AEMO also have to answer as to why, with such a storm bearing down on them, did they have the Heywood inter-connector running at such high capacity and all the spare gas generation shut down? The answer appears to be price - it was cheaper to get power from Vic than start up more local gas generation (wind was already doing it's bit and operating in the 90km/h winds). So when the transmission lines all bent over (and it's still not clear if it was this that actually tripped out heywood or the loss of the wind farms - it was the frequency not the voltage that went haywire first) then there was no capacity in the network to step up supply to try and cope with the problems - thus Heywood went down and dark she went. A market operator paying attention to security of supply and not just price would have fired up the rest of the gas plants, scaled back Heywood and when it all turned to poo might have been able to recover. But it didn't - and surprisingly doesn't mention this in the report....?

Finally, the state having gone black, the wind turbines were still there and ready to generate (albeit possibly not for long as the wind speed was increasing) but with the state gone black, ALL of the contracted black start operators (those paid large sums of money by AMEO to be ready for this situation) failed to do so. Wind turbines are not paid to be black start capable (I suspect they may not be capable of doing so) and so they couldn't come back on line until AEMO managed to organise power back from Heywood gradually across the state to the turbines and allow them to sync and start supplying. Funnily enough, AEMO won't say who their contracted black start providers are......

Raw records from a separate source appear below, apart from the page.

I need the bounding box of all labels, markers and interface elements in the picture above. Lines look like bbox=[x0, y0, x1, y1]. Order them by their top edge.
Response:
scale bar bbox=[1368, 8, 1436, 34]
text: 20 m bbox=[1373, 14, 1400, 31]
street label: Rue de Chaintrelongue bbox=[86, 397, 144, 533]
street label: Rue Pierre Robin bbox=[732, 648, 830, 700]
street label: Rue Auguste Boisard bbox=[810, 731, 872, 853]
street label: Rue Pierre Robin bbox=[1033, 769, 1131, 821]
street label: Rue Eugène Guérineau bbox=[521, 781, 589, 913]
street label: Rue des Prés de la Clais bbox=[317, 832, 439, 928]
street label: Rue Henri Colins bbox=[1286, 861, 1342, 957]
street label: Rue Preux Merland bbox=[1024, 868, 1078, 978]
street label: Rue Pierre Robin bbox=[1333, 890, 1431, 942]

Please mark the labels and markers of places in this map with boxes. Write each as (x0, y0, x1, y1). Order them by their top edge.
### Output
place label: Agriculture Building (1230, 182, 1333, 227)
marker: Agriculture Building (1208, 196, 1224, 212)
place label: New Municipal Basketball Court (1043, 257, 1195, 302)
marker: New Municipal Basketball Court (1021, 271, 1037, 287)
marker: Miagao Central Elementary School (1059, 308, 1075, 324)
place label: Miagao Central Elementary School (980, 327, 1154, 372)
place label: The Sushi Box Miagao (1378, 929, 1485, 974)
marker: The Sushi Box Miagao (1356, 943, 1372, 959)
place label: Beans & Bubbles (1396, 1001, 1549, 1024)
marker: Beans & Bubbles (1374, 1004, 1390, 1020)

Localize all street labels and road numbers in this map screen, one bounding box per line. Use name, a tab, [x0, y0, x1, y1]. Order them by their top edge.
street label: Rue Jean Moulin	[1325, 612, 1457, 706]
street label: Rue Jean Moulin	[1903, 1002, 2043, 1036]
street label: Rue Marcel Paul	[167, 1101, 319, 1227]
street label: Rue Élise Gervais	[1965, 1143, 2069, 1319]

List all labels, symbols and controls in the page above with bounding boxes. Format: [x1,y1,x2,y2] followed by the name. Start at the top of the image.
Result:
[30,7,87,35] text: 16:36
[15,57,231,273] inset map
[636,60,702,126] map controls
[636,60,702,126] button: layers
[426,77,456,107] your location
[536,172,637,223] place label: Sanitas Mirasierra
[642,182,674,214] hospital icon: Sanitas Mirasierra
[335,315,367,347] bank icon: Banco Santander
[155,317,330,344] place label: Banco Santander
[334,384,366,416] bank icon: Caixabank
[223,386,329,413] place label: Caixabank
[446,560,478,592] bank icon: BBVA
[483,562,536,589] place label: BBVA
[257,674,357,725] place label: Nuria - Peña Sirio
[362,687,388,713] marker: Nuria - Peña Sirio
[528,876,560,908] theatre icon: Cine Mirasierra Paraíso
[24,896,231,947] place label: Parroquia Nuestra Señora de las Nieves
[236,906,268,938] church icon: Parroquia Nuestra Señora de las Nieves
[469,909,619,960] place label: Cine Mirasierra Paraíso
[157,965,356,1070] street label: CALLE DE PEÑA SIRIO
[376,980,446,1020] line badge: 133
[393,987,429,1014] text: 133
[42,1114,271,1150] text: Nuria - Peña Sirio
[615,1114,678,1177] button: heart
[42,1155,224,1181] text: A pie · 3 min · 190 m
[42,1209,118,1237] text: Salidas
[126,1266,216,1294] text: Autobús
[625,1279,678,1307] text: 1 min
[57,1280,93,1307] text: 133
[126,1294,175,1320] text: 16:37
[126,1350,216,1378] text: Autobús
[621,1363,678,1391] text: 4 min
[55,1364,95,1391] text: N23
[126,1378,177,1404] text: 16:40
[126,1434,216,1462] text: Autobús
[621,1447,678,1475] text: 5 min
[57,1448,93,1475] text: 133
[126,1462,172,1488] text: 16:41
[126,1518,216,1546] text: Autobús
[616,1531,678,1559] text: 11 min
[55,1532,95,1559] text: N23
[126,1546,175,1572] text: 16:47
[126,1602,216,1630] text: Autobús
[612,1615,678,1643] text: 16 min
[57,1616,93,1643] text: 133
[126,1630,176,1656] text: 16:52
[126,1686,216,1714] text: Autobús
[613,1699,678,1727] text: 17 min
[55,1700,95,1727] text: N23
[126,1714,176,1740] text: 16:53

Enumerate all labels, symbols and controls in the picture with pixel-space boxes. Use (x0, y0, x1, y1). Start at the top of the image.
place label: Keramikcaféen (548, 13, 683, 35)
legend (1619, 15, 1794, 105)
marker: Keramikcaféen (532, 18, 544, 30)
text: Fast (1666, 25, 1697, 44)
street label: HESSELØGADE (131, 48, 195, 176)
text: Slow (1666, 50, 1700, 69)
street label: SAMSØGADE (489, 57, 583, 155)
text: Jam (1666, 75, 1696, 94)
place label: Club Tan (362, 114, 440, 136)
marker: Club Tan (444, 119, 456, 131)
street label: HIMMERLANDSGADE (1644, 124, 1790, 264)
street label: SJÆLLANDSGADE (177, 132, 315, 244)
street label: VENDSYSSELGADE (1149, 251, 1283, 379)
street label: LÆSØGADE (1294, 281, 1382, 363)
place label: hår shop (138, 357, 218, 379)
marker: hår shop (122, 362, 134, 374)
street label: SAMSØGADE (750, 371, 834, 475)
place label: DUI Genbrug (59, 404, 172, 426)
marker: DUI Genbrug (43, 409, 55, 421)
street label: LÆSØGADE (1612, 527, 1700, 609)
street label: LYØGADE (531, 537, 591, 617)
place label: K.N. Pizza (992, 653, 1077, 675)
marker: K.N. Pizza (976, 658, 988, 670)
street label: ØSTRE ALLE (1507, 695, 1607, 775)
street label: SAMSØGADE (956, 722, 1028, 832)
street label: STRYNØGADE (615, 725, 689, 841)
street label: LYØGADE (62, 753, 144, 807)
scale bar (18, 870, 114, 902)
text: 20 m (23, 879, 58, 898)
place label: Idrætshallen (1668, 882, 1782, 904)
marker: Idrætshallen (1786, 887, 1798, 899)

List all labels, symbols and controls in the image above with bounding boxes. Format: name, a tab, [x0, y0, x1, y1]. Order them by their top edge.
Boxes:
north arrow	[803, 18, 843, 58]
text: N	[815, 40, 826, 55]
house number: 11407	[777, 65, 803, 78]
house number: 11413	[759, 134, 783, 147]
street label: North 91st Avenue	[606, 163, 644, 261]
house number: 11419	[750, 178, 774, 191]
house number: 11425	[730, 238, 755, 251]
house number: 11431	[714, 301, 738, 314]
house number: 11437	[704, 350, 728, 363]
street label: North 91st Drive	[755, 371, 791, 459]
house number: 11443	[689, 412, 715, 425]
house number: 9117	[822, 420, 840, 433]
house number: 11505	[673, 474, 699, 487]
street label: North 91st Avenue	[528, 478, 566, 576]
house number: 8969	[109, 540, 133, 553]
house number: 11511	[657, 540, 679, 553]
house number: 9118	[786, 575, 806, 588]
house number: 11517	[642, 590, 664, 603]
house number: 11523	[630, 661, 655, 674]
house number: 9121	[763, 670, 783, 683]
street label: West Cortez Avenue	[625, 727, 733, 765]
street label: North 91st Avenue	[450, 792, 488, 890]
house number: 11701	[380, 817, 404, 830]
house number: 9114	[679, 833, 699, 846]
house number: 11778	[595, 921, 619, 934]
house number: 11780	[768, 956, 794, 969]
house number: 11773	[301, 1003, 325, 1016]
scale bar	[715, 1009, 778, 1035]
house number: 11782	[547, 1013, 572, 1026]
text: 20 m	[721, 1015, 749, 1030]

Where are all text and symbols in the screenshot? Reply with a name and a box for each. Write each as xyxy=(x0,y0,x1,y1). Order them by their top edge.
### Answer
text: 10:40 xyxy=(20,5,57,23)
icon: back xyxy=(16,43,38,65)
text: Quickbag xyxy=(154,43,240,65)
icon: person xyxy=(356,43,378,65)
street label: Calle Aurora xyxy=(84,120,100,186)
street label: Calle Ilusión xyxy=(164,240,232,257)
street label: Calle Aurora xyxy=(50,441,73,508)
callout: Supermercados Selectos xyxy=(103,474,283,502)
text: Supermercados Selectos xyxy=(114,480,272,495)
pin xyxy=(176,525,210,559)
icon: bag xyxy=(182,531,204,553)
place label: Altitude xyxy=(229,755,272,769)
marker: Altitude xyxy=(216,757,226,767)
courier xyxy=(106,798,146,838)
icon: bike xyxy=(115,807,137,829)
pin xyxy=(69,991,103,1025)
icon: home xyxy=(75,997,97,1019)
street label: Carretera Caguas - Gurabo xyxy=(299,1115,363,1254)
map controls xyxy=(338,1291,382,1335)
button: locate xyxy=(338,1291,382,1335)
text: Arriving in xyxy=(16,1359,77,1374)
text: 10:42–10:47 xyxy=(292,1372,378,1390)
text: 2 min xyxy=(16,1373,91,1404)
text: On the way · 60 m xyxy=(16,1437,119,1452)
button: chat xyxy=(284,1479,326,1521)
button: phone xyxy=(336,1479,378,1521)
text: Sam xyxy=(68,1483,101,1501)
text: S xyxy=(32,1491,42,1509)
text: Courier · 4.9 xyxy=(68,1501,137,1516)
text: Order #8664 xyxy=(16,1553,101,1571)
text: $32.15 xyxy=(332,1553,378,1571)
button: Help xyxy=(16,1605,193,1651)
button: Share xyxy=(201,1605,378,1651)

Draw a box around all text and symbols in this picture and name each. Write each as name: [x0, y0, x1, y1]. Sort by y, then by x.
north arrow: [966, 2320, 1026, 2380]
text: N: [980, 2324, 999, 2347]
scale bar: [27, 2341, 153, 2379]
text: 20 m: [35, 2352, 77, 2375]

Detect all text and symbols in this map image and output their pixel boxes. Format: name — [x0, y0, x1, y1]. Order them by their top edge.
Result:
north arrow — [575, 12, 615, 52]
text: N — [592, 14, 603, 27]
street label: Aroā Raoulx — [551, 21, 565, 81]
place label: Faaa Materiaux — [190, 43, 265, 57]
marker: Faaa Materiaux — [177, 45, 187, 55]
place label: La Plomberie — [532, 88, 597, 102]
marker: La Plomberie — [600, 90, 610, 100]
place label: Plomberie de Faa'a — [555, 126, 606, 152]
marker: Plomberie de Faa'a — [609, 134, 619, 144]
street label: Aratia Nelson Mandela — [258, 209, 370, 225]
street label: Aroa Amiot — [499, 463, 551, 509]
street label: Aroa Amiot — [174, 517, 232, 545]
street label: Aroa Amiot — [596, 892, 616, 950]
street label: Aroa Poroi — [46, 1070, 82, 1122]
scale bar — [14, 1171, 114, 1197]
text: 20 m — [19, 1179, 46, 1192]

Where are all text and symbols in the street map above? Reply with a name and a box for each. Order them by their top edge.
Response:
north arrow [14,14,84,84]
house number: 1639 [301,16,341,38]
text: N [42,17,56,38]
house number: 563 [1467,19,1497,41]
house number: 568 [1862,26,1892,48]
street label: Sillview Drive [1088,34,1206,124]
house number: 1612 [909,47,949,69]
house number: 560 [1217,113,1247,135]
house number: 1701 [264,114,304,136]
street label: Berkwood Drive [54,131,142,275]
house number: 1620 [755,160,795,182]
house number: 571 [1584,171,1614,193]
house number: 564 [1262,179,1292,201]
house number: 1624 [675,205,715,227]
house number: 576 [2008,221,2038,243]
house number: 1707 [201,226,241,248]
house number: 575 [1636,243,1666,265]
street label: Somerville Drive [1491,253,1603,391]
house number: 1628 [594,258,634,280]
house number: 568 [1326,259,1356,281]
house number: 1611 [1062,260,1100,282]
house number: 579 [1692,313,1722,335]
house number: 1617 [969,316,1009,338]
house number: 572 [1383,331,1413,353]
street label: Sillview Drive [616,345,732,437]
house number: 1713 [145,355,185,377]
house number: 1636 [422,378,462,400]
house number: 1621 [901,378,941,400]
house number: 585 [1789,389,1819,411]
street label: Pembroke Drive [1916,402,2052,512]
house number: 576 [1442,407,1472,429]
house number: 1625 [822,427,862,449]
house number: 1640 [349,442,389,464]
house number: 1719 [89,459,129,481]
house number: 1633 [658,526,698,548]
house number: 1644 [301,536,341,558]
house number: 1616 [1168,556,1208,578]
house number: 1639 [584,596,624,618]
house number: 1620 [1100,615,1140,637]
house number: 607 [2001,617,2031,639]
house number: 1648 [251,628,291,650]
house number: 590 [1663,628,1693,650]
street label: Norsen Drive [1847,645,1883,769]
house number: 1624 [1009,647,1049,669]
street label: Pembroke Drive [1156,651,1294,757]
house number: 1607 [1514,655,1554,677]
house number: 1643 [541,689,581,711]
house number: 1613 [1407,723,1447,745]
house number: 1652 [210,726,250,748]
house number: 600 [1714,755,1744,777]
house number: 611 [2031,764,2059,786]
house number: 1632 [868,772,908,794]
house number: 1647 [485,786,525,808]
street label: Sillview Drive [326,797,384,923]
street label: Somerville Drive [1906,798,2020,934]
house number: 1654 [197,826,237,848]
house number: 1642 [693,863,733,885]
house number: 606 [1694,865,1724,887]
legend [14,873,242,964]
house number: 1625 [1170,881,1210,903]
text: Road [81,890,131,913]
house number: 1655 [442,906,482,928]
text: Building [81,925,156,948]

So whatever AEMO are saying, an alternate story might be:
1. It's not clear what caused the massive frequency variation - was it the farms going off line or the towers going down (i bet it was the towers) that took out Heywood
2. The wind farms shut down as they were designed to but in a way AEMO hadn't considered due to their failure to understand the network
3. The loss of the transmission lines/wind farms guaranteed a dark state because of the %load Heywood was running at and the lack of contingency planning by AEMO who were too busy worrying about the price of bringing on (expensive) gas alternatives
4. Total failure by the operators contracted by AEMO to provide black start capacity

All of which doomed the state to blackout as soon as transmission lines started to bite the dust and ensured that getting the power back on was a long and complicated process. The role of windfarms/renewables was incidental but nice and easy for AEMO to blame when the alternative is to investigate and admit to your own failures.